*Your task:* Gather each line of the entries below that includes "grid".

· · ·

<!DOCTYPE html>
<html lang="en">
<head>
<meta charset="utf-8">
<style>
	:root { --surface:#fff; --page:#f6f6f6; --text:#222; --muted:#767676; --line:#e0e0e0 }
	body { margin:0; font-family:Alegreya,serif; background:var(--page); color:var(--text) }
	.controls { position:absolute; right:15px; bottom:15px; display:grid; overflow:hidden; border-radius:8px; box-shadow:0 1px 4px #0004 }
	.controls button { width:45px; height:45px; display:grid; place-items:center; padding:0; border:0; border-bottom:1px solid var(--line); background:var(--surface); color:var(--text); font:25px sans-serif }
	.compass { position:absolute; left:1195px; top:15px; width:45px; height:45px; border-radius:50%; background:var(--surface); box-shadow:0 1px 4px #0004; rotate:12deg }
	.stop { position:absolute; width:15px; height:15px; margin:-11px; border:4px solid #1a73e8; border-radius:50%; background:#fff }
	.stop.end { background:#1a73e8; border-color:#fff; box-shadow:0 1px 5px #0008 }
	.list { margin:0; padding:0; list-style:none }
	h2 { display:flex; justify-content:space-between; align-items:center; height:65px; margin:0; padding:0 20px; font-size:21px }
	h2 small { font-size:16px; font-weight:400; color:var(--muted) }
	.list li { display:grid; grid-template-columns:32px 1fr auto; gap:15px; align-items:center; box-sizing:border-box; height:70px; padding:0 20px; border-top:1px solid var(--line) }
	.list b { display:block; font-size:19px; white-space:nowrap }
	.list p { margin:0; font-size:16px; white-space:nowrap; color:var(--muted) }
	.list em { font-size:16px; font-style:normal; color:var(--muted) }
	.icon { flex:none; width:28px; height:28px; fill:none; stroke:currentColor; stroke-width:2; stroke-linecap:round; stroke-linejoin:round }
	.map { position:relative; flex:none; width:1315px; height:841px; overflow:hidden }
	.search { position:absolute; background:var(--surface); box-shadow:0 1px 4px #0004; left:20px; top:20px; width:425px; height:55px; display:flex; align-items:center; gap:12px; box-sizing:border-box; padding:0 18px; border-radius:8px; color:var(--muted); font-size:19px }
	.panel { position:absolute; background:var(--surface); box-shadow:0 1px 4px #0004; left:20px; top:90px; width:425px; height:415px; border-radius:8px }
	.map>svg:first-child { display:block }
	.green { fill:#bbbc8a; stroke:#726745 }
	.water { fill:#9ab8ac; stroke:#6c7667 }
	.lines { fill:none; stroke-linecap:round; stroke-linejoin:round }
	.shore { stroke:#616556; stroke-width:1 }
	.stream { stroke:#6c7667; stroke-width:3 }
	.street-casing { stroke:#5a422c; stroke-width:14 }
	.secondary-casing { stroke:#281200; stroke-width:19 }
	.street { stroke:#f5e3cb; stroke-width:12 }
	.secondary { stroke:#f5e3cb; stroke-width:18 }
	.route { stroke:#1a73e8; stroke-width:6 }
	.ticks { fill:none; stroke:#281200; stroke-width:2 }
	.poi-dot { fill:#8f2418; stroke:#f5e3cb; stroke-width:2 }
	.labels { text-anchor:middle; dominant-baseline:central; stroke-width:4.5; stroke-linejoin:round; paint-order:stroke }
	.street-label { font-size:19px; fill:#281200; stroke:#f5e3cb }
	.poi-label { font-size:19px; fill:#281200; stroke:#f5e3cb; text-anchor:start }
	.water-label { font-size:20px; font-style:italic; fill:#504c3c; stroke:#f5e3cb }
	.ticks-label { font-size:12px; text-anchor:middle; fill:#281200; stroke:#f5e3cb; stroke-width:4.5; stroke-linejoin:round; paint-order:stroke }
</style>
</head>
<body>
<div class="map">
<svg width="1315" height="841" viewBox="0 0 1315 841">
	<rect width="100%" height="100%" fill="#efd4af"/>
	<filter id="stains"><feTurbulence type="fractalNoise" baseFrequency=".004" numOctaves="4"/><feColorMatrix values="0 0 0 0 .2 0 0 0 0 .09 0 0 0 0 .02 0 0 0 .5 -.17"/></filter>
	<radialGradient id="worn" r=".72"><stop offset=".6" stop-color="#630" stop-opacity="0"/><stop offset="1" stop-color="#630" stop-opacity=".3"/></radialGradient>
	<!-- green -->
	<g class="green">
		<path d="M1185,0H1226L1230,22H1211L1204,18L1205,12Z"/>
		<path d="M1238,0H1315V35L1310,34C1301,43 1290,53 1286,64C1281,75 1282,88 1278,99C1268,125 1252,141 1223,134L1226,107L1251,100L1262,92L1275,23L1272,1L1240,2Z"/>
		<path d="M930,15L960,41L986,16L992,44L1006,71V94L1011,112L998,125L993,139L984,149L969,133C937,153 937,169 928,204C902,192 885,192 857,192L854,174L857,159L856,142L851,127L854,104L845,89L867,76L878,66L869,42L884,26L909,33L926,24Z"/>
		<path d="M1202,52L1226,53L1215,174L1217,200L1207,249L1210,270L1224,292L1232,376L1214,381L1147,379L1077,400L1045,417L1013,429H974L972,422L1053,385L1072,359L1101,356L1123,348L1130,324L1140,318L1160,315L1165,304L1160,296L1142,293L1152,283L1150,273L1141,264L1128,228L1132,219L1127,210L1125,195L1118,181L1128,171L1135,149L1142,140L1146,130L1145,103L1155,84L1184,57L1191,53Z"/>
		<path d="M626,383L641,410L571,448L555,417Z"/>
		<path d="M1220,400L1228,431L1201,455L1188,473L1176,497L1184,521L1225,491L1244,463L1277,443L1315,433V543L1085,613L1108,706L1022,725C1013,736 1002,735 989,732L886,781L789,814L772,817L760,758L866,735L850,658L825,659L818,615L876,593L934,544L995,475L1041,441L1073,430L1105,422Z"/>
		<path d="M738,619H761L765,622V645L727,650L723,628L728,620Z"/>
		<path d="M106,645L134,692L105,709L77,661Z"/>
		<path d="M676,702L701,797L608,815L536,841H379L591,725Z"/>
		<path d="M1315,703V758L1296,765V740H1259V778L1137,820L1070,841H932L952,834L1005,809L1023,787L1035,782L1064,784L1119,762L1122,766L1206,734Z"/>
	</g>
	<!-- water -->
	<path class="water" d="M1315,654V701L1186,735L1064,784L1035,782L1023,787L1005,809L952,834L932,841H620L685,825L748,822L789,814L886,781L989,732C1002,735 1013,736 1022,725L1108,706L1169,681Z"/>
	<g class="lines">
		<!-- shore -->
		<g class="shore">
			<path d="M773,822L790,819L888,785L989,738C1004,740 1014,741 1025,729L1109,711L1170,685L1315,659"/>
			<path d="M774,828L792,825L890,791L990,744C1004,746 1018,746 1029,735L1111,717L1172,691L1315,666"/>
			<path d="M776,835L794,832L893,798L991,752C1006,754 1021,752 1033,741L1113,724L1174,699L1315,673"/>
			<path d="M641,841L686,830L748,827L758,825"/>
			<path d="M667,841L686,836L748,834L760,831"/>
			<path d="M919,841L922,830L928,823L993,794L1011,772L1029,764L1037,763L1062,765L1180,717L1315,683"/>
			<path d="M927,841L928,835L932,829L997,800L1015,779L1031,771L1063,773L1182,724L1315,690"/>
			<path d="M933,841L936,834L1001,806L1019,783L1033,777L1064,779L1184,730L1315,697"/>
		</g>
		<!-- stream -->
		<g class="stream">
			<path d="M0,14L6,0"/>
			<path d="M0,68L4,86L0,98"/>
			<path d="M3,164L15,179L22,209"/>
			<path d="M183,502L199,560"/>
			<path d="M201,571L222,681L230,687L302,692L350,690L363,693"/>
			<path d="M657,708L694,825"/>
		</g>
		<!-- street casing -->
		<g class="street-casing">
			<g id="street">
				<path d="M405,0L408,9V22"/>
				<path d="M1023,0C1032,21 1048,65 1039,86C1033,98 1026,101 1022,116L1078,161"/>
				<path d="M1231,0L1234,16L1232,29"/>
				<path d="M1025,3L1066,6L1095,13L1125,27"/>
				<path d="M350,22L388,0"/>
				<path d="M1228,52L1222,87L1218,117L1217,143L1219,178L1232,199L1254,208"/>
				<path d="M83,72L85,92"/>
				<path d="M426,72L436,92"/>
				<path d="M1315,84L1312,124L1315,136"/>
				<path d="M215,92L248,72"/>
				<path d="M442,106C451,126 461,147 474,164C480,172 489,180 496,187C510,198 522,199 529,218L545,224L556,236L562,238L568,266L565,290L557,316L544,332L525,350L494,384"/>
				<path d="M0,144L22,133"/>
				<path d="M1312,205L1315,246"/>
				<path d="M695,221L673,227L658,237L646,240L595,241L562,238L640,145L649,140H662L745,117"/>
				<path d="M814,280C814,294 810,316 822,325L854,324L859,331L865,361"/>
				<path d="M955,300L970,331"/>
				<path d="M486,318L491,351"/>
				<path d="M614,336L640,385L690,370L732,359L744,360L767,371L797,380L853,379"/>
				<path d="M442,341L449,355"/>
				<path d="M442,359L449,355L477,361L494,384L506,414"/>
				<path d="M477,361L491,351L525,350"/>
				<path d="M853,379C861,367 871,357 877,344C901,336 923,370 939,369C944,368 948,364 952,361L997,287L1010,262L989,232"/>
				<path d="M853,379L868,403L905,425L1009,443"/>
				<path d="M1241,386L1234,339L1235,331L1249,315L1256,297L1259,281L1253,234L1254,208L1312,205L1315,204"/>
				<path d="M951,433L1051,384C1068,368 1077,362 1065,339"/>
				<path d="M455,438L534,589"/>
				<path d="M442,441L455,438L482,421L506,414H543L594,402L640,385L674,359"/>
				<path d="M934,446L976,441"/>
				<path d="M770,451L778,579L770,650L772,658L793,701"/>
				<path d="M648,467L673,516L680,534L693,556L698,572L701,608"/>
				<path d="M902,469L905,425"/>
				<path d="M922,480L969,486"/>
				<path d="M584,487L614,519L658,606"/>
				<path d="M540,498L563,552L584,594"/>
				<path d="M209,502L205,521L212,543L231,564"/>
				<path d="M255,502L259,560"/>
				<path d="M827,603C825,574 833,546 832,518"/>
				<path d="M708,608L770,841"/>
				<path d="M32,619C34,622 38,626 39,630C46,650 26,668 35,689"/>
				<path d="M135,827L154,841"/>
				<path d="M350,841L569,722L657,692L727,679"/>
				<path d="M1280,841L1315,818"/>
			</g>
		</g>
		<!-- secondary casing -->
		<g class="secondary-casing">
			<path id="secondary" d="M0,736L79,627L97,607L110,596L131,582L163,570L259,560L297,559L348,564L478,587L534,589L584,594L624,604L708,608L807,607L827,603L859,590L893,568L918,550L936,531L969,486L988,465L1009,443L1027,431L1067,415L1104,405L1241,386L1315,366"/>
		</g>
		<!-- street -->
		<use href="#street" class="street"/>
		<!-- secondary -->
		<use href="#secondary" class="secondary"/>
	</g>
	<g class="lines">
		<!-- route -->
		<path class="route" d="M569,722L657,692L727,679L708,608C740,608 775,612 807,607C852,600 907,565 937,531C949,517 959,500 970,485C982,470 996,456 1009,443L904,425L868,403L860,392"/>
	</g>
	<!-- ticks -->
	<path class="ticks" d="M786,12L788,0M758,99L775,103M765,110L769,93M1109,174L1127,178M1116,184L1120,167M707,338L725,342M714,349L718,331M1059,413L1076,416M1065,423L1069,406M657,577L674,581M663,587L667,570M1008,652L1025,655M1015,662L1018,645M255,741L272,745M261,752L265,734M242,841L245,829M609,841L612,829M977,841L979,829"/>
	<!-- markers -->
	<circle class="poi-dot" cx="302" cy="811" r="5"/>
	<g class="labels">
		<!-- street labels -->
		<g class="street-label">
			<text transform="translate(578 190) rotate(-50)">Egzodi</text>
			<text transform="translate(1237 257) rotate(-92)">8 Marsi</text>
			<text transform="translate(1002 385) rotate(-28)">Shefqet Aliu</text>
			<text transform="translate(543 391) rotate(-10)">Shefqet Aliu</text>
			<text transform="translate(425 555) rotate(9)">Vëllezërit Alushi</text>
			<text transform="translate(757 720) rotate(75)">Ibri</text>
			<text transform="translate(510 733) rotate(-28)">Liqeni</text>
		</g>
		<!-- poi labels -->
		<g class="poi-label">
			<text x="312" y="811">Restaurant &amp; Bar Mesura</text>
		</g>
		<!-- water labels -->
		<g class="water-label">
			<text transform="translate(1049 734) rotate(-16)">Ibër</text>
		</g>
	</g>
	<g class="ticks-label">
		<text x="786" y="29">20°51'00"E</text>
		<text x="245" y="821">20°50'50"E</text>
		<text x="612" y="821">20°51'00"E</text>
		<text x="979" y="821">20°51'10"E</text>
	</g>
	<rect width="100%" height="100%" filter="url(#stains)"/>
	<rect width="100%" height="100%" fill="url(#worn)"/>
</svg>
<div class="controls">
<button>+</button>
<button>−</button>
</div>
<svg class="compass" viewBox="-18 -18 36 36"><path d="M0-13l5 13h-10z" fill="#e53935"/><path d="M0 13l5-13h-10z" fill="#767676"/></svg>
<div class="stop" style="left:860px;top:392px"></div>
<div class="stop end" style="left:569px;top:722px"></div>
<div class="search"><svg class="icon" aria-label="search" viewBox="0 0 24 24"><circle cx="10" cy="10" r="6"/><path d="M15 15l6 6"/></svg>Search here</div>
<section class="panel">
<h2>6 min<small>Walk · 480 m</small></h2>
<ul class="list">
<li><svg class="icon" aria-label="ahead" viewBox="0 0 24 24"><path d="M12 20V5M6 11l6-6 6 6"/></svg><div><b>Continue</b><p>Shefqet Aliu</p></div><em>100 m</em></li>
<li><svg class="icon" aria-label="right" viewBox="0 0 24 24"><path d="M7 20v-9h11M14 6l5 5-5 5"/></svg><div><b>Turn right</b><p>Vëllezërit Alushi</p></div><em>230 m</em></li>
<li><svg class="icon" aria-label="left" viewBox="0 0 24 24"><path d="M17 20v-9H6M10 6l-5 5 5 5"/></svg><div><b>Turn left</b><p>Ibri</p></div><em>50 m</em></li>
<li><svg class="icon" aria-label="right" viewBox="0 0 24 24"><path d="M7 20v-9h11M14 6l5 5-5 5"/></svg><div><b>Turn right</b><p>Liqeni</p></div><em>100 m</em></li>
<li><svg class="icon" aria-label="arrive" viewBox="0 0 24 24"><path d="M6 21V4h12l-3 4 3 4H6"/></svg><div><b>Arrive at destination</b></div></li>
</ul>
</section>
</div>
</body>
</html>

· · ·

*Task response:*
	.controls { position:absolute; right:15px; bottom:15px; display:grid; overflow:hidden; border-radius:8px; box-shadow:0 1px 4px #0004 }
	.controls button { width:45px; height:45px; display:grid; place-items:center; padding:0; border:0; border-bottom:1px solid var(--line); background:var(--surface); color:var(--text); font:25px sans-serif }
	.list li { display:grid; grid-template-columns:32px 1fr auto; gap:15px; align-items:center; box-sizing:border-box; height:70px; padding:0 20px; border-top:1px solid var(--line) }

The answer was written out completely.